Start of Excerpted records

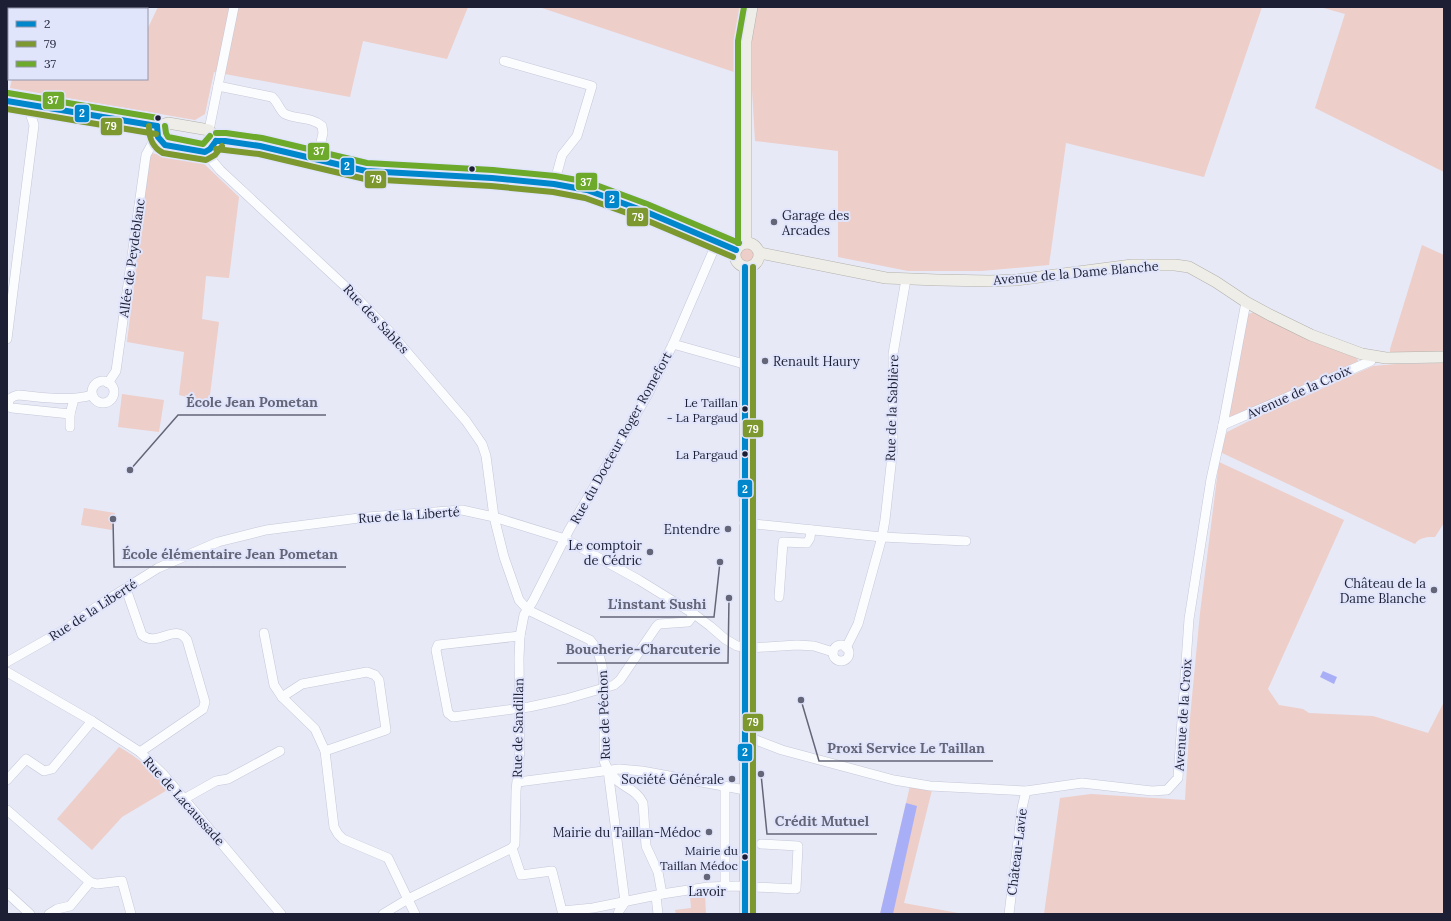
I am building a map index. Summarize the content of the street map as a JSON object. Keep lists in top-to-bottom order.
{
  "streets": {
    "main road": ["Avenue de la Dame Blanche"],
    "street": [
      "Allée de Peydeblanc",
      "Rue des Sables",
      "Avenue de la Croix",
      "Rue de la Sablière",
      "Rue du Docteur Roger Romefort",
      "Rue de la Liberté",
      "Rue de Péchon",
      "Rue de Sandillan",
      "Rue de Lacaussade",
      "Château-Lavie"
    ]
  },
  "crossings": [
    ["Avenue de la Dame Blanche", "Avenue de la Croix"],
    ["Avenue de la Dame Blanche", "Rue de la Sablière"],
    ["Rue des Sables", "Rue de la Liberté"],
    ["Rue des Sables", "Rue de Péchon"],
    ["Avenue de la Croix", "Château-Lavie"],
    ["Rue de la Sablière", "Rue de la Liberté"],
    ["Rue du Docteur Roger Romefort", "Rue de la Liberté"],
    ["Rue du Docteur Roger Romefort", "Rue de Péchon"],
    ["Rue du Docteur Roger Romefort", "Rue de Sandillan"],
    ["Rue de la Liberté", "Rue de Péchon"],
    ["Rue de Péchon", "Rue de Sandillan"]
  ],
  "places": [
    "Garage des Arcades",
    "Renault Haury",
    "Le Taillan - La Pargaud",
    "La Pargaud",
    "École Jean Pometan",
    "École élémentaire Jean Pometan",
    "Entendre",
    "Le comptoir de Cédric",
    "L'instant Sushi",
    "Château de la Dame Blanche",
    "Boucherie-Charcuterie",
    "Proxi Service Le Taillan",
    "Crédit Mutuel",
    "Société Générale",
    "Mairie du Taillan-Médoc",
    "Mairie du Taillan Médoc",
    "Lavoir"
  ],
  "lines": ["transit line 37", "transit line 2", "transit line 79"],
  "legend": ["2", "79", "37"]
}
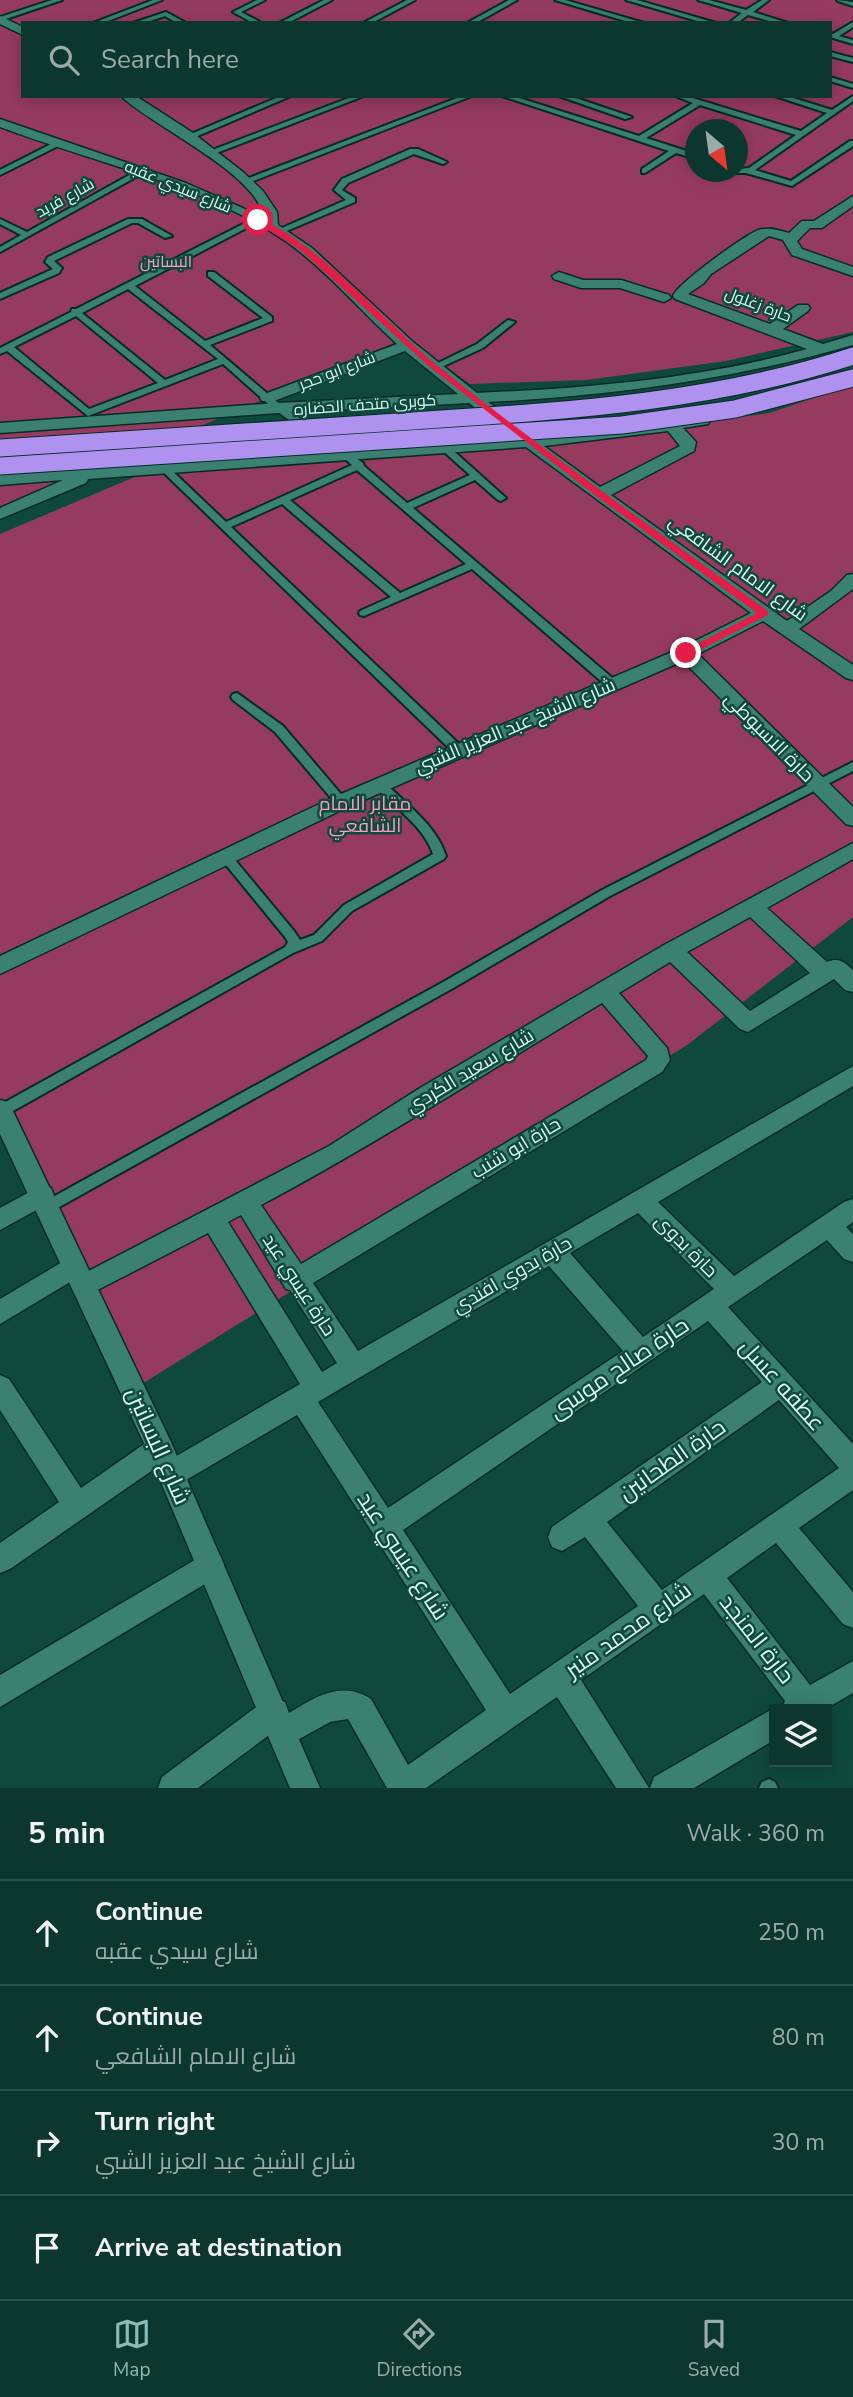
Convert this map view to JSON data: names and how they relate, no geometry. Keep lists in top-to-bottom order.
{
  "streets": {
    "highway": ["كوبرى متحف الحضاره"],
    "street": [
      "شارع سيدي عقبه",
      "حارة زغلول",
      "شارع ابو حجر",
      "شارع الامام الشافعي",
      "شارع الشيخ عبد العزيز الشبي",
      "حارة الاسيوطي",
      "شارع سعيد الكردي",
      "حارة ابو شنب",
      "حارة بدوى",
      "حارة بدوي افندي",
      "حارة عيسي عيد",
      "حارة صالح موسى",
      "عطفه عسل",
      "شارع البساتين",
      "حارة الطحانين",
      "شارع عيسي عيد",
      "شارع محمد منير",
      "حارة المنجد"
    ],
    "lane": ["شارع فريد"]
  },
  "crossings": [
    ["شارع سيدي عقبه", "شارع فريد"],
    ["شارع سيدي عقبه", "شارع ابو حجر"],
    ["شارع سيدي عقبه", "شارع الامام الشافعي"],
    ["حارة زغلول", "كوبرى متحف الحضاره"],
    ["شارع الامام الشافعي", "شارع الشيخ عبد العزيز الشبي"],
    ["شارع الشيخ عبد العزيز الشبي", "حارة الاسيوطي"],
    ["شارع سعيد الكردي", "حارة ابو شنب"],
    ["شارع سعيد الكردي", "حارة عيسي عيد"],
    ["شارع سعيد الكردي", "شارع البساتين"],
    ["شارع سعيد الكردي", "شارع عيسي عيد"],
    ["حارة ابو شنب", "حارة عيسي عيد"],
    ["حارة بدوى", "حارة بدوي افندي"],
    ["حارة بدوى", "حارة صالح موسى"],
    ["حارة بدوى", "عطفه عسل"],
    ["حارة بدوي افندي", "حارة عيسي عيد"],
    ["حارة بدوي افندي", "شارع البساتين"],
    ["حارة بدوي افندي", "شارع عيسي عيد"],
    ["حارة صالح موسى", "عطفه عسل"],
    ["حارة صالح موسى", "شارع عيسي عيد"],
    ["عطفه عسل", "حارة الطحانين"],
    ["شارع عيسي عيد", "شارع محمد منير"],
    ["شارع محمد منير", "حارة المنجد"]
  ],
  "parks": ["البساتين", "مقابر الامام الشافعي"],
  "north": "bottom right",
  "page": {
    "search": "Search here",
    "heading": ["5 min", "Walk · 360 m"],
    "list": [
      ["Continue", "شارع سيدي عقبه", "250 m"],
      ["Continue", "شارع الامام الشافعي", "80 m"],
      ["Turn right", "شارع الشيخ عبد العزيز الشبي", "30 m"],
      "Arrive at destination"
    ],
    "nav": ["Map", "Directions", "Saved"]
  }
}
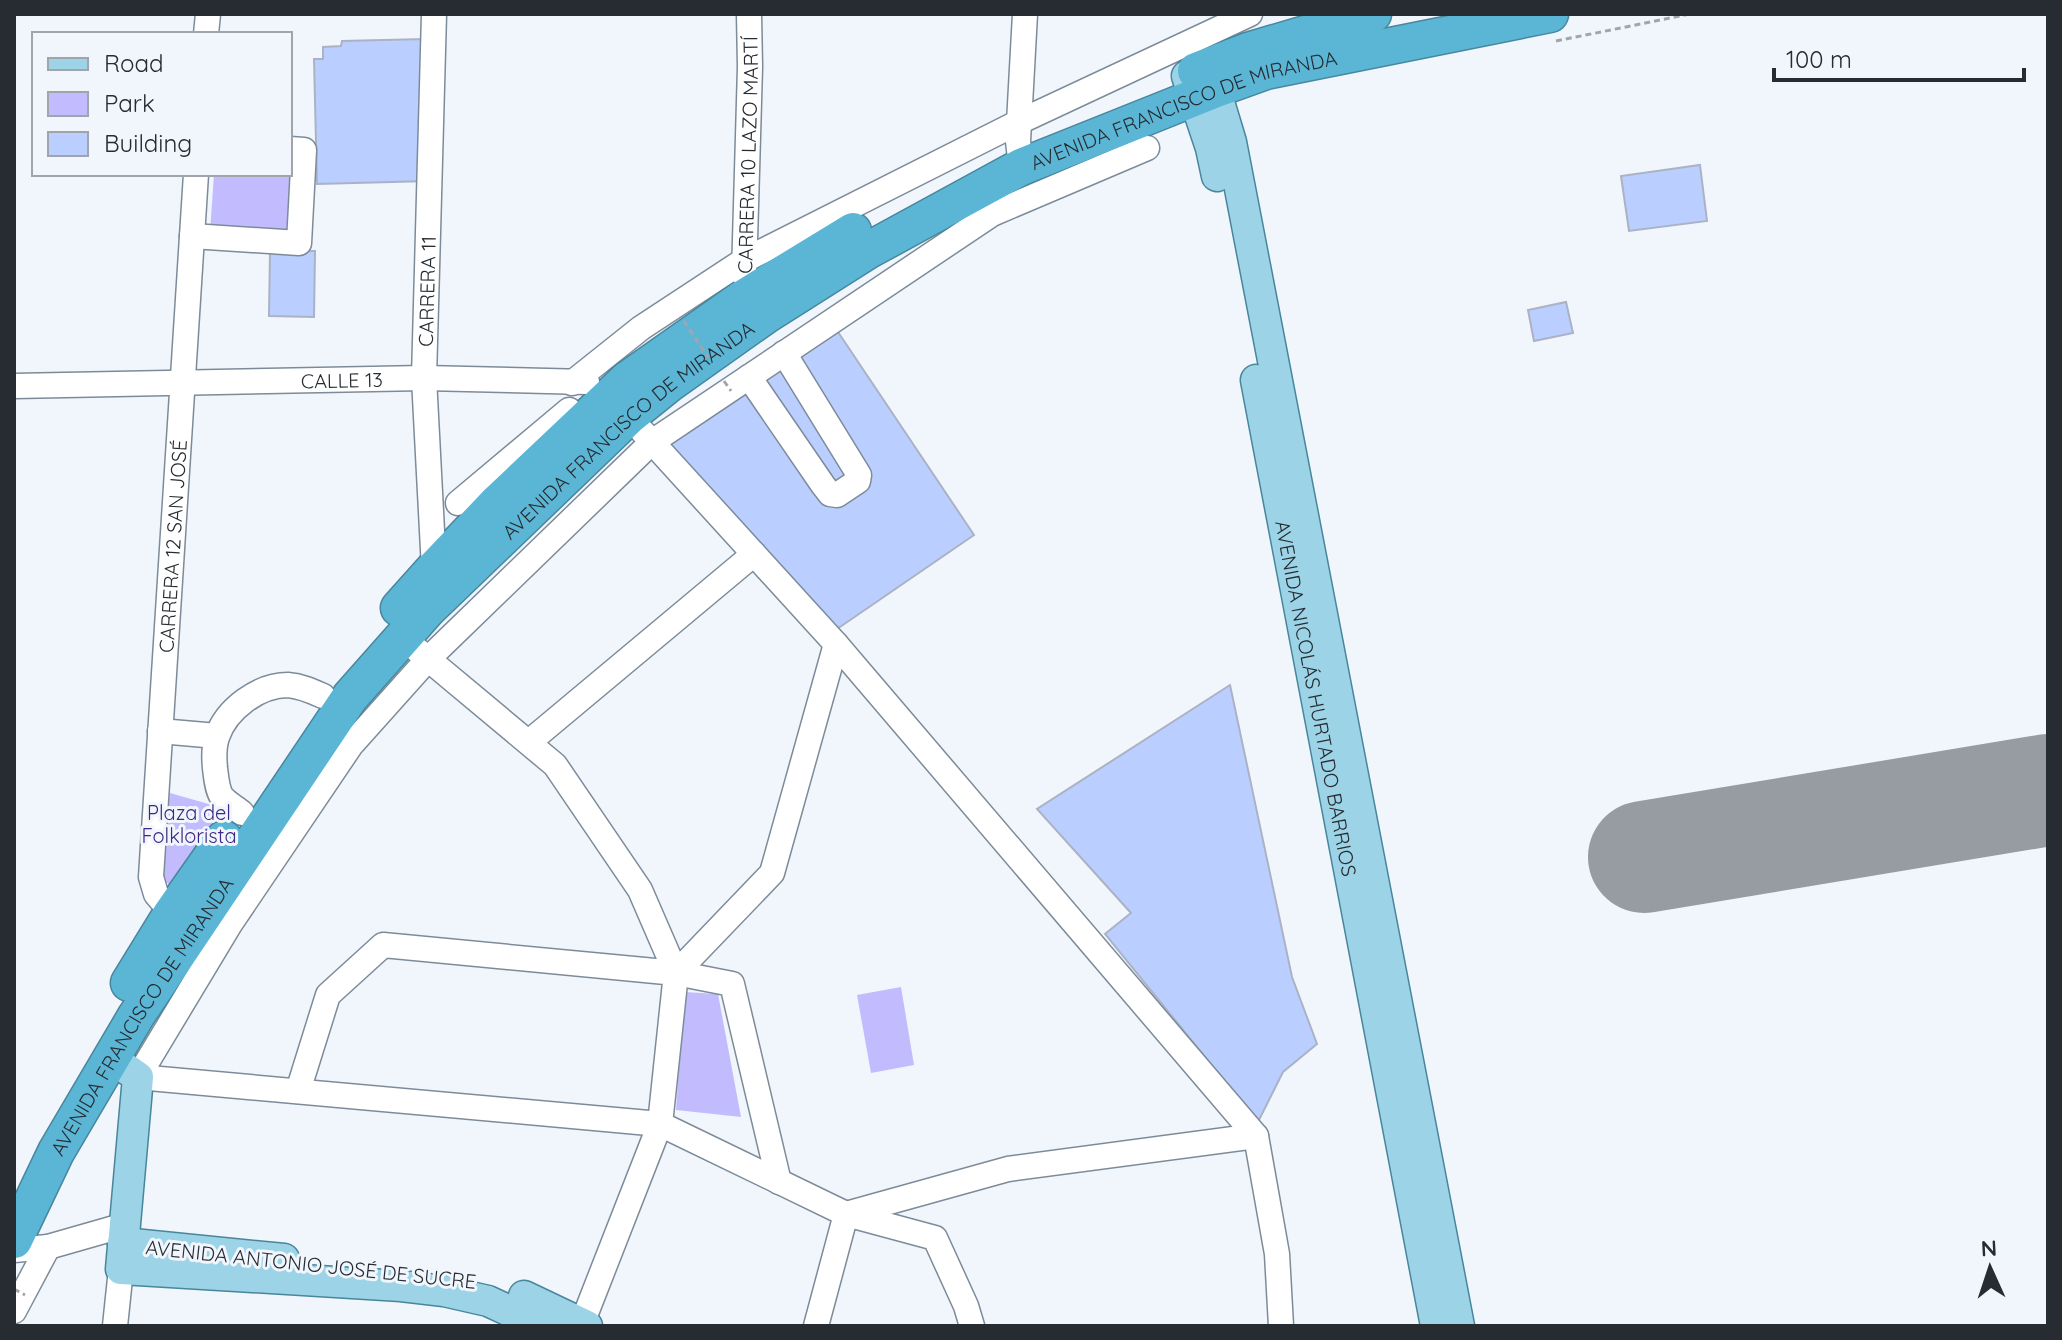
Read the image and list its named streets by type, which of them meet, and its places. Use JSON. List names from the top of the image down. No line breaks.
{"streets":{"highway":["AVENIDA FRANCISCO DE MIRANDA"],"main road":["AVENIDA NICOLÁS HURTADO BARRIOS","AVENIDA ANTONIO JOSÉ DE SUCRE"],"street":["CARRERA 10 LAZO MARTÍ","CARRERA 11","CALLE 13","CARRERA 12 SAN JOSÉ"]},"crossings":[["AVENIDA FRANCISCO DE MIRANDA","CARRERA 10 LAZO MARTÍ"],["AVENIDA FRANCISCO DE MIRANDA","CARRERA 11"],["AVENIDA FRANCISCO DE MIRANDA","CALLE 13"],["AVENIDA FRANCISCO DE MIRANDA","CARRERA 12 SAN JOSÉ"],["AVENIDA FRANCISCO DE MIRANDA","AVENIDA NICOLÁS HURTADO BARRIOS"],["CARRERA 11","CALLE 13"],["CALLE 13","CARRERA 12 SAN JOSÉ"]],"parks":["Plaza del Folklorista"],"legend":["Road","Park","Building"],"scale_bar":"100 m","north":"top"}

End of Excerpted records

> [Problem details] The records above, minus their pictures, are to be returned verbatim.

> [Finished exercise]
I am building a map index. Summarize the content of the street map as a JSON object. Keep lists in top-to-bottom order.
{
  "streets": {
    "main road": ["Avenue de la Dame Blanche"],
    "street": [
      "Allée de Peydeblanc",
      "Rue des Sables",
      "Avenue de la Croix",
      "Rue de la Sablière",
      "Rue du Docteur Roger Romefort",
      "Rue de la Liberté",
      "Rue de Péchon",
      "Rue de Sandillan",
      "Rue de Lacaussade",
      "Château-Lavie"
    ]
  },
  "crossings": [
    ["Avenue de la Dame Blanche", "Avenue de la Croix"],
    ["Avenue de la Dame Blanche", "Rue de la Sablière"],
    ["Rue des Sables", "Rue de la Liberté"],
    ["Rue des Sables", "Rue de Péchon"],
    ["Avenue de la Croix", "Château-Lavie"],
    ["Rue de la Sablière", "Rue de la Liberté"],
    ["Rue du Docteur Roger Romefort", "Rue de la Liberté"],
    ["Rue du Docteur Roger Romefort", "Rue de Péchon"],
    ["Rue du Docteur Roger Romefort", "Rue de Sandillan"],
    ["Rue de la Liberté", "Rue de Péchon"],
    ["Rue de Péchon", "Rue de Sandillan"]
  ],
  "places": [
    "Garage des Arcades",
    "Renault Haury",
    "Le Taillan - La Pargaud",
    "La Pargaud",
    "École Jean Pometan",
    "École élémentaire Jean Pometan",
    "Entendre",
    "Le comptoir de Cédric",
    "L'instant Sushi",
    "Château de la Dame Blanche",
    "Boucherie-Charcuterie",
    "Proxi Service Le Taillan",
    "Crédit Mutuel",
    "Société Générale",
    "Mairie du Taillan-Médoc",
    "Mairie du Taillan Médoc",
    "Lavoir"
  ],
  "lines": ["transit line 37", "transit line 2", "transit line 79"],
  "legend": ["2", "79", "37"]
}
Convert this map view to JSON data: names and how they relate, no geometry. Keep lists in top-to-bottom order.
{
  "streets": {
    "highway": ["كوبرى متحف الحضاره"],
    "street": [
      "شارع سيدي عقبه",
      "حارة زغلول",
      "شارع ابو حجر",
      "شارع الامام الشافعي",
      "شارع الشيخ عبد العزيز الشبي",
      "حارة الاسيوطي",
      "شارع سعيد الكردي",
      "حارة ابو شنب",
      "حارة بدوى",
      "حارة بدوي افندي",
      "حارة عيسي عيد",
      "حارة صالح موسى",
      "عطفه عسل",
      "شارع البساتين",
      "حارة الطحانين",
      "شارع عيسي عيد",
      "شارع محمد منير",
      "حارة المنجد"
    ],
    "lane": ["شارع فريد"]
  },
  "crossings": [
    ["شارع سيدي عقبه", "شارع فريد"],
    ["شارع سيدي عقبه", "شارع ابو حجر"],
    ["شارع سيدي عقبه", "شارع الامام الشافعي"],
    ["حارة زغلول", "كوبرى متحف الحضاره"],
    ["شارع الامام الشافعي", "شارع الشيخ عبد العزيز الشبي"],
    ["شارع الشيخ عبد العزيز الشبي", "حارة الاسيوطي"],
    ["شارع سعيد الكردي", "حارة ابو شنب"],
    ["شارع سعيد الكردي", "حارة عيسي عيد"],
    ["شارع سعيد الكردي", "شارع البساتين"],
    ["شارع سعيد الكردي", "شارع عيسي عيد"],
    ["حارة ابو شنب", "حارة عيسي عيد"],
    ["حارة بدوى", "حارة بدوي افندي"],
    ["حارة بدوى", "حارة صالح موسى"],
    ["حارة بدوى", "عطفه عسل"],
    ["حارة بدوي افندي", "حارة عيسي عيد"],
    ["حارة بدوي افندي", "شارع البساتين"],
    ["حارة بدوي افندي", "شارع عيسي عيد"],
    ["حارة صالح موسى", "عطفه عسل"],
    ["حارة صالح موسى", "شارع عيسي عيد"],
    ["عطفه عسل", "حارة الطحانين"],
    ["شارع عيسي عيد", "شارع محمد منير"],
    ["شارع محمد منير", "حارة المنجد"]
  ],
  "parks": ["البساتين", "مقابر الامام الشافعي"],
  "north": "bottom right",
  "page": {
    "search": "Search here",
    "heading": ["5 min", "Walk · 360 m"],
    "list": [
      ["Continue", "شارع سيدي عقبه", "250 m"],
      ["Continue", "شارع الامام الشافعي", "80 m"],
      ["Turn right", "شارع الشيخ عبد العزيز الشبي", "30 m"],
      "Arrive at destination"
    ],
    "nav": ["Map", "Directions", "Saved"]
  }
}
Read the image and list its named streets by type, which of them meet, and its places. Use JSON. List names from the top of the image down. No line breaks.
{"streets":{"highway":["AVENIDA FRANCISCO DE MIRANDA"],"main road":["AVENIDA NICOLÁS HURTADO BARRIOS","AVENIDA ANTONIO JOSÉ DE SUCRE"],"street":["CARRERA 10 LAZO MARTÍ","CARRERA 11","CALLE 13","CARRERA 12 SAN JOSÉ"]},"crossings":[["AVENIDA FRANCISCO DE MIRANDA","CARRERA 10 LAZO MARTÍ"],["AVENIDA FRANCISCO DE MIRANDA","CARRERA 11"],["AVENIDA FRANCISCO DE MIRANDA","CALLE 13"],["AVENIDA FRANCISCO DE MIRANDA","CARRERA 12 SAN JOSÉ"],["AVENIDA FRANCISCO DE MIRANDA","AVENIDA NICOLÁS HURTADO BARRIOS"],["CARRERA 11","CALLE 13"],["CALLE 13","CARRERA 12 SAN JOSÉ"]],"parks":["Plaza del Folklorista"],"legend":["Road","Park","Building"],"scale_bar":"100 m","north":"top"}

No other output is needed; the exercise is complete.